System metrics for NiFi flow deployments

Cloudera Data Flow provides comprehensive NiFi cluster-specific metrics on core allocation, disk capacity utilisation, CPU utilisation, and disk usage. You can investigate these system metrics to identify and resolve performance issues related to your NiFi deployments.

Everytime you deploy and run a NiFi flow, you create a NiFi cluster. The system metrics are details about the NiFi cluster that provide an opportunity to understand the flow deployment status.

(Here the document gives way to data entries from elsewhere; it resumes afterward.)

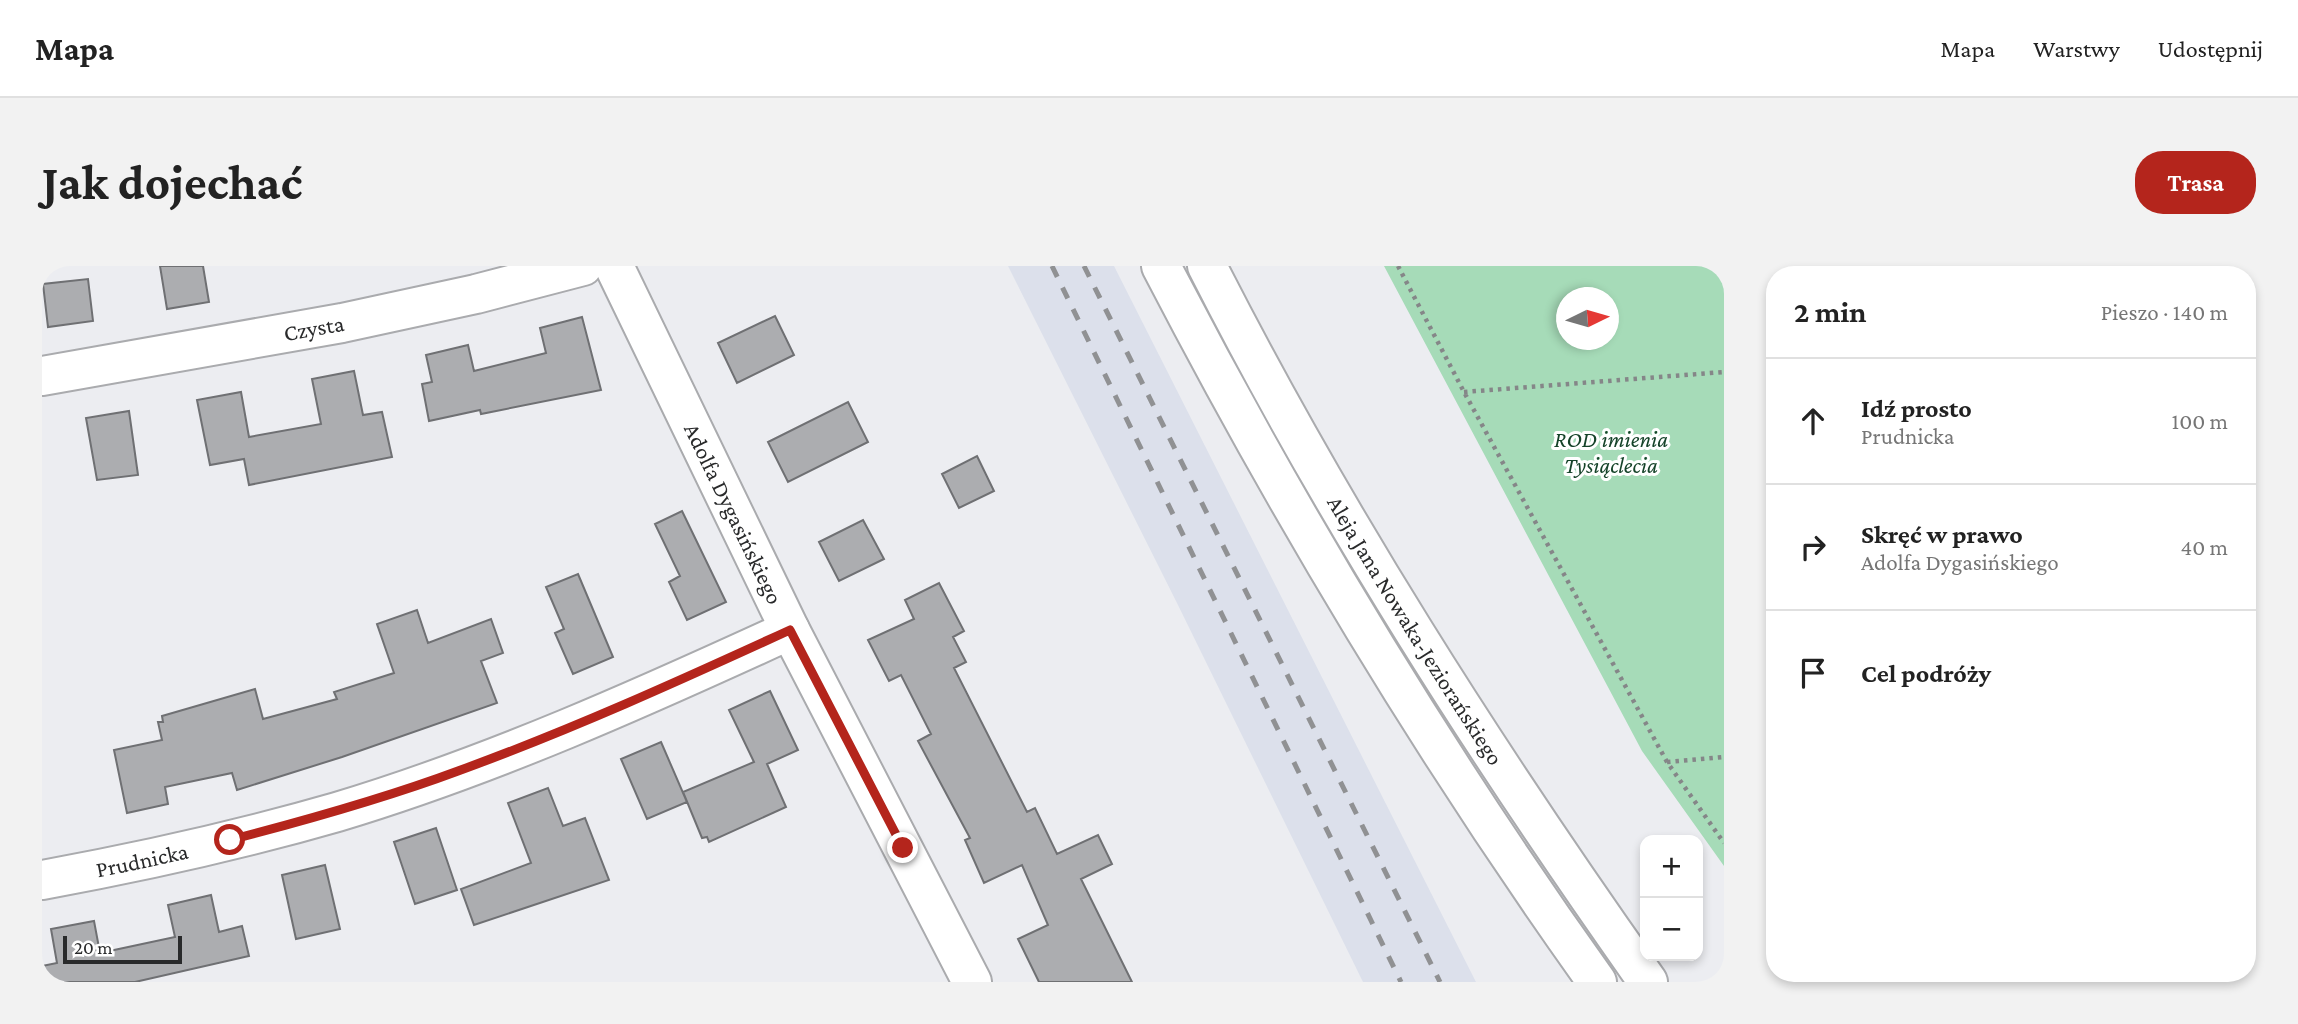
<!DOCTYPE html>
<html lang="pl">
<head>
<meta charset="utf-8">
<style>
  :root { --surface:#fff; --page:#f2f2f2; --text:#222; --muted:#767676; --line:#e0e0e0; --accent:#b4251c }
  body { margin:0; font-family:"Crimson Pro",serif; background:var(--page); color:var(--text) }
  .controls { position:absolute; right:21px; bottom:21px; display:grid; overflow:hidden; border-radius:14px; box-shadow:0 4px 10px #0003 }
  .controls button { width:63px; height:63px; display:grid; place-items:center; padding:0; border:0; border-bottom:2px solid var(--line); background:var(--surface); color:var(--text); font:35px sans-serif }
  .compass { position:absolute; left:1514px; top:21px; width:63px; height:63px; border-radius:50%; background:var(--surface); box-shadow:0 4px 10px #0003; rotate:85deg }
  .scale { position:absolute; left:21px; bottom:18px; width:119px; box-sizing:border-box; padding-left:7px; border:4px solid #292a2b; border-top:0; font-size:19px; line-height:24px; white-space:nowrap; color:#292a2b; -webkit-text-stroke:5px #fff; paint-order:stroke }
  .stop { position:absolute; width:21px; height:21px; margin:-16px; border:5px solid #b4251c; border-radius:50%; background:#fff }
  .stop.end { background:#b4251c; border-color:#fff; box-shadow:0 2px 7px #0008 }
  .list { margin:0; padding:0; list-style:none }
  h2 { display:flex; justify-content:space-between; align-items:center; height:91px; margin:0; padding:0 28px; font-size:30px }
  h2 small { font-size:23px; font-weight:400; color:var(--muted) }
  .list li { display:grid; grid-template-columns:46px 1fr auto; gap:21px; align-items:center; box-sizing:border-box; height:126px; padding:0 28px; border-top:2px solid var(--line) }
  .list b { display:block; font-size:26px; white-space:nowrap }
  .list p { margin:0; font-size:23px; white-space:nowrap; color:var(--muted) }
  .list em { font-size:23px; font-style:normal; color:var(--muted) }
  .icon { flex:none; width:38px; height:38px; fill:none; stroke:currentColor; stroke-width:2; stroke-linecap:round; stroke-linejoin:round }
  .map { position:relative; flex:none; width:1682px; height:716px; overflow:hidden; border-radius:28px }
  header { display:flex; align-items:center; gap:42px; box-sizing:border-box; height:98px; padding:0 35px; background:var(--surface); border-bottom:2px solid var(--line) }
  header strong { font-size:33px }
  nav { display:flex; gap:38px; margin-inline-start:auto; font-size:24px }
  .intro { display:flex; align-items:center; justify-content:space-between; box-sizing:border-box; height:168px; padding:0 42px }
  h1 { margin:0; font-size:49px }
  .button { padding:18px 32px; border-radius:28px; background:var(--accent); color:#fff; font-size:24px; font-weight:700 }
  main { display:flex; gap:42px; padding:0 42px }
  aside { flex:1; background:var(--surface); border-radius:28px; box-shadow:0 4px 10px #0003 }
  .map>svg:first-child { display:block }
  .built { fill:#dce0eb }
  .green { fill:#a6dbb8; fill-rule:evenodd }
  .building { fill:#acadb0; stroke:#6f7073; stroke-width:2 }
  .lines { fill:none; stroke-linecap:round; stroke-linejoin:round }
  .street-casing { stroke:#aaabae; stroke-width:42 }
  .primary-casing { stroke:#aaabae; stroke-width:42 }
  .path { stroke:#858688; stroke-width:4.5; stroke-dasharray:3.5 5; stroke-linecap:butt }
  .street { stroke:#fff; stroke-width:38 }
  .primary { stroke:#fff; stroke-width:38 }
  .rail { stroke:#909193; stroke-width:5; stroke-dasharray:12 12; stroke-linecap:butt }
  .route { stroke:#b4251c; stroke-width:9 }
  .labels { text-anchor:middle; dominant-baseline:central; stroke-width:6; stroke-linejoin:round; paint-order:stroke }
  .street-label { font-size:23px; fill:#292a2b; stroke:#fff }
  .park-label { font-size:23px; font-style:italic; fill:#154329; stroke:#fff }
</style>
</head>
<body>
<header>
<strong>Mapa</strong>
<nav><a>Mapa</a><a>Warstwy</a><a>Udostępnij</a></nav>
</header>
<div class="intro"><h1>Jak dojechać</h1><a class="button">Trasa</a></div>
<main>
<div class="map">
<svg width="1682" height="716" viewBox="0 0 1682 716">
  <rect width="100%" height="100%" fill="#ecedf1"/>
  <path class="built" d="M966 0H1072L1434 716H1321L1134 335Z"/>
  <path class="green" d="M1342 0H1682V600L1600 485ZM1524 32H1566V74H1524Z"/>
  <path class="building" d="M118 0H161L167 36 125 43Z
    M46 13 51 55 6 61 1 18Z
    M733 50 752 89 695 117 676 77Z
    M540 51 559 124 439 148 438 144 387 155 380 118 390 116 384 89 426 79 432 105 504 87 498 62Z
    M312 105 321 149 340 146 350 191 207 219 202 193 168 199 155 134 199 126 207 171 279 158 270 113Z
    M806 136 826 176 746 216 726 176Z
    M87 145 96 209 55 214 44 152Z
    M935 190 952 225 917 242 900 208Z
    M640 245 684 336 645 354 627 316 638 310 613 258Z
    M821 254 842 293 797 315 777 276Z
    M536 308 571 391 531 408 513 367 522 363 504 321Z
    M897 317 922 365 911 371 924 396 912 402 985 546 993 542 1015 588 1056 569 1070 598 1039 613 1090 716H997L976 673 1006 659 980 599 942 617 923 574 928 572 876 475 889 468 859 409 847 415 826 374 872 353 863 334Z
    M375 344 386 377 449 353 461 387 439 395 455 437 300 491 195 524 190 507 123 521 126 538 85 547 72 484 120 474 116 456H121L120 450 213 423 221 453 295 433 292 426 352 407 335 358Z
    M728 425 756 484 725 498 744 541 667 576 665 571 660 572 641 526 712 496 687 444Z
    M619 476 645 536 605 553 579 493Z
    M506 522 521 560 543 552 567 614 432 659 419 623 489 597 466 537Z
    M394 562 415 624 373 638 352 576Z
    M283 599 298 663 254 673 240 609Z
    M169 629 177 666 200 660 207 690 93 716H0V700L15 697 9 663 52 655 58 687 133 671 126 639Z"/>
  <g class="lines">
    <defs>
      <g id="street">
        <path id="s1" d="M572 0 748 364 930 716"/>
        <path id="s2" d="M0 110 300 57 434 28 541 0"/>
        <path id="s3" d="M0 614C99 596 198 574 295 546 451 499 600 432 748 364"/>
      </g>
      <g id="primary">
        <path d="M1119 0C1248 249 1392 488 1555 716"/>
        <path id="s4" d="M1165 0C1292 250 1444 487 1606 716"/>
      </g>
    </defs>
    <use href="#street" class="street-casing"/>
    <use href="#primary" class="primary-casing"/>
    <path class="path" d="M1356 0 1422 126 1625 496 1682 577
      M1422 126 1682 106
      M1625 496 1682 491"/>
    <use href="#street" class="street"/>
    <use href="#primary" class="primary"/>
    <path class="rail" d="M1010 0 1359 716
      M1042 0 1398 716"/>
  </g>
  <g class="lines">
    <path class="route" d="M188 574C265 554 341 533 416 505 529 464 639 414 748 364L861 582"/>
  </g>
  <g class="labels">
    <g class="street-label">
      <text stroke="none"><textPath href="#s2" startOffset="276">Czysta</textPath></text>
      <text stroke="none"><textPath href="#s1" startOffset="275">Adolfa Dygasińskiego</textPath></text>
      <text stroke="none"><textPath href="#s4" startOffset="420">Aleja Jana Nowaka-Jeziorańskiego</textPath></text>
      <text stroke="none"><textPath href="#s3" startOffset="102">Prudnicka</textPath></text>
    </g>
    <g class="park-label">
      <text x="1569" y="173">ROD imienia<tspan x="1569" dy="26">Tysiąclecia</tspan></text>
    </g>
  </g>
</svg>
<div class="controls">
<button>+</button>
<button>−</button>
</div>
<svg class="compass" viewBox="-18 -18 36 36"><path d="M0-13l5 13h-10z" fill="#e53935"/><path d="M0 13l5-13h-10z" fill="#767676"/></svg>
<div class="scale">20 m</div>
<div class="stop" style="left:188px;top:574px"></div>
<div class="stop end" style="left:861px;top:582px"></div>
</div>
<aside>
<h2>2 min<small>Pieszo · 140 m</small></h2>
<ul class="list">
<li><svg class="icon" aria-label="ahead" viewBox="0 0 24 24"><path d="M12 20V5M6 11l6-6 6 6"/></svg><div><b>Idź prosto</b><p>Prudnicka</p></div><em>100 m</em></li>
<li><svg class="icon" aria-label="right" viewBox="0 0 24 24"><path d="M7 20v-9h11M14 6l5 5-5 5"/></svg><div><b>Skręć w prawo</b><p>Adolfa Dygasińskiego</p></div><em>40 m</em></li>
<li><svg class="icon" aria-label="arrive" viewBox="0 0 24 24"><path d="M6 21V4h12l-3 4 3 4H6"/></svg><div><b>Cel podróży</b></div></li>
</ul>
</aside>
</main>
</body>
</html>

These metrics help you to understand the performance of a flow. For example, a flow running at 50% CPU utilization may be an expected (and fine) behavior compared to another flow running at 5% CPU utilization. You are the best judge for how your flow should perform and what thresholds for these metrics dictate that. One metric that you specifically monitor is CPU Utilization. If the value goes above the threshold of 80%, you must scale the cluster.

You can set the key performance indicators (KPIs), with knowledge of your flows, which allow alerts to be sent if certain metrics meet a particular threshold. You might detect situations that are not errors but notes on the state of the system that you need to be aware of. For example, a cluster size reaching the maximum value that is allowed.

The values you measure for metrics depend on the hardware chosen during the flow deployment. For example, the NiFi node size you select (Extra Small to Large) during the flow deployment. These selections enable a deployment to access CPU, memory, or storage which can cause numbers measured to change.

In the Cloudera Data Flow web interface, go to Deployments and click a deployment to view core allocation, disk capacity, CPU utilization, and disk usage metrics on the System Metrics tab of the Deployment Details pane.

Core Allocation
Description: The number of cores that are currently allocated to NiFi containers for the deployment.
Unit: vCores
Functionality: Monitors current and average core allocation. You can move your mouse on the graph and get core allocation details for a specific point in time.
Importance: Helps to assess if the number of cores a flow is using is within the expected range.
Example: Together with the size selected when the NiFi flow is deployed, the metric reflects the real size of the cluster in terms of allocated CPU resources. For example, when Extra Small size is selected, each NiFi node is capped at 2 vCores. Therefore, a value of 6 means 3 NiFi nodes are currently running to execute the flow. The value fluctuates when the NiFi cluster is auto-scaled up or down.
Disk Capacity
Description: Percentage of total allocated storage capacity that is being used by the deployment.
Unit: Percentage
Functionality: Monitors current and average disk capacity. You can move your mouse on the graph and get disk capacity details of a specific point in time.
Importance: Helps to identify if a disk is being under utilized or over utilized; however, again it depends on the expected behavior of a flow.
Example: This value reflects the storage pressure of the NiFi flow, including Content, Provence, and Flow File repositories. A high percentage can indicate that the traffic is being set in the NiFi cluster, for example, due to failure in delivering the output to the destination system.
CPU Utilization
Description: The ratio of the total CPU time consumed by the deployment in the past 5 minutes over the total allocated CPU quota for the deployment.
Unit: Percentage
Functionality: Monitors current and average CPU utilization. You can move your mouse on the graph and get the CPU utilization details for a specific point in time.
Importance: Helps to identify if a flow is using more or less CPU than expected.
Example: The value indicates the computation pressure of the NiFi cluster running the deployed flow. In a typical case, when auto-scaling is enabled and the CPU utilization reaches the threshold internally defined by Cloudera Data Flow more NiFi instances are brought up and join the cluster to share the workload, before the value starts dropping.
Disk Usage
Description: The total amount of bytes saved on the storage volumes of the deployment.
Unit: GB, MB, and so on depending on the scale of the value
Functionality: Monitors current and average disk usage. You can move your mouse on the graph and get the disk usage details for a specific point in time.
Importance: Provides visibility of how much disk is being used by the deployment or Kubernetes node. It can be used to assess what is utilizing a lot of space.
Example: Enables you to know the current absolute amount of on-disk data of the whole deployment, which may indicate how long an offloading can take.